## Provided records
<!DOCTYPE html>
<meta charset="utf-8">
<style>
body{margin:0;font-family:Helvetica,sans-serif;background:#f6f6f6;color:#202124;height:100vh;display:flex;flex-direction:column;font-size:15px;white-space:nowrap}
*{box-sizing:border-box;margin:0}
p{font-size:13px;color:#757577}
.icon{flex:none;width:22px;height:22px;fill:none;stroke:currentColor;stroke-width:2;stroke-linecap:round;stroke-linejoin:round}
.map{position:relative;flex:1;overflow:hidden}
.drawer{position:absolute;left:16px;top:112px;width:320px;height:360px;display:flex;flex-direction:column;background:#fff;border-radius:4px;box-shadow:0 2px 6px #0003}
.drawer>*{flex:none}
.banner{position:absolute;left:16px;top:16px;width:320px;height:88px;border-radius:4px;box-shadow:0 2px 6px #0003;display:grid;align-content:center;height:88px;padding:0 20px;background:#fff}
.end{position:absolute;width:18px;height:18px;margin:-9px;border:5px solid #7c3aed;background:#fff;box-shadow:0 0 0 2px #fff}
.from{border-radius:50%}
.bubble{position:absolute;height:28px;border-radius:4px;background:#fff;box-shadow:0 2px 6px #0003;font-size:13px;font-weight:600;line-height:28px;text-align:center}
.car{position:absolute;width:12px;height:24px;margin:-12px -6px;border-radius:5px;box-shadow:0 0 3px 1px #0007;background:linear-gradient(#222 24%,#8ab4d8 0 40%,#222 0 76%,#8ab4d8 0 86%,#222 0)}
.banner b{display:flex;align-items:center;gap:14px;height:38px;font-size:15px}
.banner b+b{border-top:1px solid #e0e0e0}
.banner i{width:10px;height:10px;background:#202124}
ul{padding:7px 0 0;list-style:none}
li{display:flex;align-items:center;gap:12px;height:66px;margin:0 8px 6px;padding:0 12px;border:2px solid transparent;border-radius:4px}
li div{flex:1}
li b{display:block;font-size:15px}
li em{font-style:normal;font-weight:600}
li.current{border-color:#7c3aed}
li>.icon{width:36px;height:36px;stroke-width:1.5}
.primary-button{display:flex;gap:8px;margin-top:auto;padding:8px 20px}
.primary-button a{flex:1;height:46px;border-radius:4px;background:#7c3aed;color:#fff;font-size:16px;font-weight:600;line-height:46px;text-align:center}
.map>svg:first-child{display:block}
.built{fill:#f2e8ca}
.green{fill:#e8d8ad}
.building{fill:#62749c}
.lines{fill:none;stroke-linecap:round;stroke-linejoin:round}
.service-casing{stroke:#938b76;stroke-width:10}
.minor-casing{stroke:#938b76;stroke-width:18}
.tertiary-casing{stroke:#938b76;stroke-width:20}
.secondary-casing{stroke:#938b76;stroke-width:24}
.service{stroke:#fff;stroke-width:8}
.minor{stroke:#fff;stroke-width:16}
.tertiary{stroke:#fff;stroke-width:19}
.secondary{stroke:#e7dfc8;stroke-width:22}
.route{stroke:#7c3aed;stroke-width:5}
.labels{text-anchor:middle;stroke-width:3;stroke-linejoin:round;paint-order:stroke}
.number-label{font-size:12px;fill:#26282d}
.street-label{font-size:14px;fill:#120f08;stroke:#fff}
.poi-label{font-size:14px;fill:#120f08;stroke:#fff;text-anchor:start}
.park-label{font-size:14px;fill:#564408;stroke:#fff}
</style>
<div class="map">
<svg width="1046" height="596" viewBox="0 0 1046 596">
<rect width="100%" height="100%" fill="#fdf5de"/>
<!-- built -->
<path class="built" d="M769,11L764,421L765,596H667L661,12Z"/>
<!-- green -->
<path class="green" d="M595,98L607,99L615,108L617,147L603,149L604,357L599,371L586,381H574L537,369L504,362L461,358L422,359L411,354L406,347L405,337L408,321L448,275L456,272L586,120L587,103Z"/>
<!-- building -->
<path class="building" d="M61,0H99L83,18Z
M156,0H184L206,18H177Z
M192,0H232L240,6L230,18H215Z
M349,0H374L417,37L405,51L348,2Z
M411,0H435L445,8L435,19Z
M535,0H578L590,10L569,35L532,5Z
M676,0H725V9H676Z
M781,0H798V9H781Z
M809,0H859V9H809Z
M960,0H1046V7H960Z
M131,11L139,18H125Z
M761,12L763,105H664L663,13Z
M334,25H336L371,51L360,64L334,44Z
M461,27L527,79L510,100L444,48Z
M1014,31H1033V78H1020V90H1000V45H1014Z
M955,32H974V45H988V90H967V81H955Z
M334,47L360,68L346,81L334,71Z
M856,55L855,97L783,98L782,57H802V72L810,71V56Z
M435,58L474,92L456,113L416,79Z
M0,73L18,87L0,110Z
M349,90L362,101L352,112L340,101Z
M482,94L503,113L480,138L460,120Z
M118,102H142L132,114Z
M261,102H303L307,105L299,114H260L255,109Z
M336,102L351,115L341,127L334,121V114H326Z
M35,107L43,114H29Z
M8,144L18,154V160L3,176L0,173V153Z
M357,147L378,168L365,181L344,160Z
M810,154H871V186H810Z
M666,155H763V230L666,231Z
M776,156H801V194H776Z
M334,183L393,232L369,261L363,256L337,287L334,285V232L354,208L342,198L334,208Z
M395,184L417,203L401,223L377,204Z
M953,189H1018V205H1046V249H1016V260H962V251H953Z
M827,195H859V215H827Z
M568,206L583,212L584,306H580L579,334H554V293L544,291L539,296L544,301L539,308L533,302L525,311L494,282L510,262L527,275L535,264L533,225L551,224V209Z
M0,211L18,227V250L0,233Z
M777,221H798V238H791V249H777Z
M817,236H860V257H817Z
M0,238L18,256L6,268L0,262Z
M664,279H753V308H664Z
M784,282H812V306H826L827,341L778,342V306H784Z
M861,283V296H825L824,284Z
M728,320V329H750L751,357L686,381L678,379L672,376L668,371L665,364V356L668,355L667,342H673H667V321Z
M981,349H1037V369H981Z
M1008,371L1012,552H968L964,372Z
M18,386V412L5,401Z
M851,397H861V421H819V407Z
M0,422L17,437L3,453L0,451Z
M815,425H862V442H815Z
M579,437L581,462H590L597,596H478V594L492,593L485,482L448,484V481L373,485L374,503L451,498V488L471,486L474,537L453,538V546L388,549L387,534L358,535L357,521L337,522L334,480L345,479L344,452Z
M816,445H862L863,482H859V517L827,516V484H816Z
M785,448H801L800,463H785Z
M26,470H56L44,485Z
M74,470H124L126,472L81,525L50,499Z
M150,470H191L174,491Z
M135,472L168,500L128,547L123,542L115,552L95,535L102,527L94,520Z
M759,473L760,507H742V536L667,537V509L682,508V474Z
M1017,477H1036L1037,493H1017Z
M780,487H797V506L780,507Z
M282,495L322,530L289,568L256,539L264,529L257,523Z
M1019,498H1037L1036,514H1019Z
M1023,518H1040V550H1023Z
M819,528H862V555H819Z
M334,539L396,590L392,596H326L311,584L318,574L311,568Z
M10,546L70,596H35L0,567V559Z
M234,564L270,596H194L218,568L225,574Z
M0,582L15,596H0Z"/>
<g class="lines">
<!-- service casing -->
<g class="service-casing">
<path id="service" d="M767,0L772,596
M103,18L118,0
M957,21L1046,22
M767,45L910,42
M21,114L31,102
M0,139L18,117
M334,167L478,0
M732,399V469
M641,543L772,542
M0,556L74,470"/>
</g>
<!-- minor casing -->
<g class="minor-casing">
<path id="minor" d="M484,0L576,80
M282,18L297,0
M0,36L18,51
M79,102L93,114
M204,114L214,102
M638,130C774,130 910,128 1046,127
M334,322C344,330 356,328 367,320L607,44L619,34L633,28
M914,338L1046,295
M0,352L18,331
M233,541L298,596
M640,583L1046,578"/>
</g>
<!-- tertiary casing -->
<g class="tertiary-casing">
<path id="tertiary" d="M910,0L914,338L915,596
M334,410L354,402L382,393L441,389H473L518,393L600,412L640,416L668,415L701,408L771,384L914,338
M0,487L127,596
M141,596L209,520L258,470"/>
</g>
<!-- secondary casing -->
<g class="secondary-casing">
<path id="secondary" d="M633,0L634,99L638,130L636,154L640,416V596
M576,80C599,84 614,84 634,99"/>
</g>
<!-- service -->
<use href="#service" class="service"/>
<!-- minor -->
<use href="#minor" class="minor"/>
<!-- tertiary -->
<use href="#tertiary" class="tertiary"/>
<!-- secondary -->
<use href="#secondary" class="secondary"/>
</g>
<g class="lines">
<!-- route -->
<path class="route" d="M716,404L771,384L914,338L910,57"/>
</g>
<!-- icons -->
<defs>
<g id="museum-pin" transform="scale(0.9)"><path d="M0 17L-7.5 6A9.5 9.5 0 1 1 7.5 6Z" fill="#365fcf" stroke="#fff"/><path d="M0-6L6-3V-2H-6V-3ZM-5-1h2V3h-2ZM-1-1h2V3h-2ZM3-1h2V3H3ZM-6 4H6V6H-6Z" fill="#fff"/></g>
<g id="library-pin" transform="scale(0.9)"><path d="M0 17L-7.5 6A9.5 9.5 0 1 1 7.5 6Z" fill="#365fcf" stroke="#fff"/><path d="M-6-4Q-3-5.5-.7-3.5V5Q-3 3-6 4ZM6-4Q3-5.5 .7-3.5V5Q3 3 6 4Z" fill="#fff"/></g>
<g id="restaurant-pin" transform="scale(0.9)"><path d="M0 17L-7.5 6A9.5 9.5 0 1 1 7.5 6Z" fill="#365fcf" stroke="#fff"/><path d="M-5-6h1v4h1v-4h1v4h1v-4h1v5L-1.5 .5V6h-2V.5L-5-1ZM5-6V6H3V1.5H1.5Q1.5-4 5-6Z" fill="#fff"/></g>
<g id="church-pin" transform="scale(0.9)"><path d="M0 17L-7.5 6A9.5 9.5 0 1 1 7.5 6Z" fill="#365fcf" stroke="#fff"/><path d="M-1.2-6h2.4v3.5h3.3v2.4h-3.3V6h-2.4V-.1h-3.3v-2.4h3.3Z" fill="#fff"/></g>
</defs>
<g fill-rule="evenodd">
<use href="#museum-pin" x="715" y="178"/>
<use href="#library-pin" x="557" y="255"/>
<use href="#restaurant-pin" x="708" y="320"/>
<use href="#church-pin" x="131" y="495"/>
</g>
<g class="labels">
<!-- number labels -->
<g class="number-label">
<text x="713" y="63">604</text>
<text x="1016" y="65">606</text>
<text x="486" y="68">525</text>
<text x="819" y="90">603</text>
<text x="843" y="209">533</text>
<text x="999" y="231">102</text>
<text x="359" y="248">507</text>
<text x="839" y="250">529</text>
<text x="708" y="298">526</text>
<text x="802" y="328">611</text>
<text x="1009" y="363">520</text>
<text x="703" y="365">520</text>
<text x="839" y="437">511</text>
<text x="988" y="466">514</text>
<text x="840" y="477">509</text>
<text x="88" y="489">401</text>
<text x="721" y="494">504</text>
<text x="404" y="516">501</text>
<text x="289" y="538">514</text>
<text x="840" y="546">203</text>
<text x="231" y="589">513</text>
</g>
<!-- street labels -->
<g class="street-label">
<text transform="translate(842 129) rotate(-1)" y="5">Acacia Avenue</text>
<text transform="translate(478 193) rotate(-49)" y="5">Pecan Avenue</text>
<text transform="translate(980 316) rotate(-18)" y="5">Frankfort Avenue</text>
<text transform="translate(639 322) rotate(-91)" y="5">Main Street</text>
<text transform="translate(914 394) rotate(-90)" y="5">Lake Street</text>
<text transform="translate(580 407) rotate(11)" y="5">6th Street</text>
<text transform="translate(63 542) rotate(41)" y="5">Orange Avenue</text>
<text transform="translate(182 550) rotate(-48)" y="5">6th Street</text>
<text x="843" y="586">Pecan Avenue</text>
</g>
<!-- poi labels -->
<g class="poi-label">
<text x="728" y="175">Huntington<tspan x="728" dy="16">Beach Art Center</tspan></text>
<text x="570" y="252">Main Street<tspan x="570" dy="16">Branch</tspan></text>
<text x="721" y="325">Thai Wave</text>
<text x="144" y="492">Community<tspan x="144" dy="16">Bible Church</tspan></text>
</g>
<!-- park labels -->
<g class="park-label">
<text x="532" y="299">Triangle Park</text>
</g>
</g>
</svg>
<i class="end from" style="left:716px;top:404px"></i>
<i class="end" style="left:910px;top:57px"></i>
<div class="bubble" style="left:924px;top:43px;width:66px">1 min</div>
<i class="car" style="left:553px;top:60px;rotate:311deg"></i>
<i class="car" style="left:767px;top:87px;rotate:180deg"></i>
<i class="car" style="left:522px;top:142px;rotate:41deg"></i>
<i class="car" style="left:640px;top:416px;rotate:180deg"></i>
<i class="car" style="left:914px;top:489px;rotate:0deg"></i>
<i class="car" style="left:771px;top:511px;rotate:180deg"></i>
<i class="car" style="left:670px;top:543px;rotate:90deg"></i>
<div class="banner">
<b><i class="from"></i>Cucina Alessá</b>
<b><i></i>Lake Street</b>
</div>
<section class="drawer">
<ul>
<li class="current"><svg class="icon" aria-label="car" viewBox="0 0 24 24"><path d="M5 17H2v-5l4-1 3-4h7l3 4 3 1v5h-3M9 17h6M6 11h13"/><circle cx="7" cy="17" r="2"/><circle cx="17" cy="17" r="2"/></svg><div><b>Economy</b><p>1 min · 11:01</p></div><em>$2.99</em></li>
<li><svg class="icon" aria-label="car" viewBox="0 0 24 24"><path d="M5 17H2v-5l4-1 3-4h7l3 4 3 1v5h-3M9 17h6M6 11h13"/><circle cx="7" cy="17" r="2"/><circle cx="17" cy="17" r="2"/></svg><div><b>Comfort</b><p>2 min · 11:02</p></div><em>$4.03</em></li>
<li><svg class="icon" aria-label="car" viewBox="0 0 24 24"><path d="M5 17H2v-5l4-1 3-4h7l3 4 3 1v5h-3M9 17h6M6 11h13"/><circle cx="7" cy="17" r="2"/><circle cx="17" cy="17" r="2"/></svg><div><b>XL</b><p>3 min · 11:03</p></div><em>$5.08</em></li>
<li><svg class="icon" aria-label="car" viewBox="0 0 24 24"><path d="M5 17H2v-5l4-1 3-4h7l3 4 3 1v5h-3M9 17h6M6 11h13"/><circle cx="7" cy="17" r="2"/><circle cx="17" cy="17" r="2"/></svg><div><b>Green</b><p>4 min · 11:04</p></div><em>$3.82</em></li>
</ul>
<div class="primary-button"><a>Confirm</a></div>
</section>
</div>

## Problem statement
Write out every line of the preceding listing that contains "weight".

## Result
.bubble{position:absolute;height:28px;border-radius:4px;background:#fff;box-shadow:0 2px 6px #0003;font-size:13px;font-weight:600;line-height:28px;text-align:center}
li em{font-style:normal;font-weight:600}
.primary-button a{flex:1;height:46px;border-radius:4px;background:#7c3aed;color:#fff;font-size:16px;font-weight:600;line-height:46px;text-align:center}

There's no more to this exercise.